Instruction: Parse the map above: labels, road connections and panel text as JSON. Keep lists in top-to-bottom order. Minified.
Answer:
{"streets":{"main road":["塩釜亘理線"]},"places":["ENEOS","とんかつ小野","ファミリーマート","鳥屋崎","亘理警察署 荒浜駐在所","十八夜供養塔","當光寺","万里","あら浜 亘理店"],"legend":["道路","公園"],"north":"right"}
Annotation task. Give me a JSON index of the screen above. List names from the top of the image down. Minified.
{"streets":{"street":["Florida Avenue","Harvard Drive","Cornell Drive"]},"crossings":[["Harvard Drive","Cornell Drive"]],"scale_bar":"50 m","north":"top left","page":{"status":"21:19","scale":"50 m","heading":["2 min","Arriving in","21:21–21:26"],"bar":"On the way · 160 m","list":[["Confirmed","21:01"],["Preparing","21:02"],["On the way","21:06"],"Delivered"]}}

- [Work item] Output each line of the material above. Nothing should differ from the original.

- [Answer section]
Instruction: Parse the map above: labels, road connections and panel text as JSON. Keep lists in top-to-bottom order. Minified.
Answer:
{"streets":{"main road":["塩釜亘理線"]},"places":["ENEOS","とんかつ小野","ファミリーマート","鳥屋崎","亘理警察署 荒浜駐在所","十八夜供養塔","當光寺","万里","あら浜 亘理店"],"legend":["道路","公園"],"north":"right"}
Annotation task. Give me a JSON index of the screen above. List names from the top of the image down. Minified.
{"streets":{"street":["Florida Avenue","Harvard Drive","Cornell Drive"]},"crossings":[["Harvard Drive","Cornell Drive"]],"scale_bar":"50 m","north":"top left","page":{"status":"21:19","scale":"50 m","heading":["2 min","Arriving in","21:21–21:26"],"bar":"On the way · 160 m","list":[["Confirmed","21:01"],["Preparing","21:02"],["On the way","21:06"],"Delivered"]}}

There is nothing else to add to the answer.